RECORDS SUPPLIED
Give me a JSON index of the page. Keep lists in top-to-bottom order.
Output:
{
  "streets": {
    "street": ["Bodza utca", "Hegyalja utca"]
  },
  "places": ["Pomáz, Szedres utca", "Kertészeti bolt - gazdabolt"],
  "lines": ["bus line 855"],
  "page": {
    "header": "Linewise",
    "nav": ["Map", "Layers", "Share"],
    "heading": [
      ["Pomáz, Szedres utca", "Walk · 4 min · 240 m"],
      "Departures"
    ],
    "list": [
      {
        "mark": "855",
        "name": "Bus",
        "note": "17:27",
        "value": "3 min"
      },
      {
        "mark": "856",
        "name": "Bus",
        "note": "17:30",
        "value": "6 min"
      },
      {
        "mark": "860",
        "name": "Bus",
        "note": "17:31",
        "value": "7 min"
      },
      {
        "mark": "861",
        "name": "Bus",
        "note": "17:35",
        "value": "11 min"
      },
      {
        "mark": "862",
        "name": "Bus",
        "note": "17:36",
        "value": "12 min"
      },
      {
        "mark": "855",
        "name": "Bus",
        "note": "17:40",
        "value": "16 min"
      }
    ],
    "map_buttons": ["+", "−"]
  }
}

TASK GOAL
Could you return all lines from the records that include the word "Pomáz"?

YOUR SOLUTION
  "places": ["Pomáz, Szedres utca", "Kertészeti bolt - gazdabolt"],
      ["Pomáz, Szedres utca", "Walk · 4 min · 240 m"],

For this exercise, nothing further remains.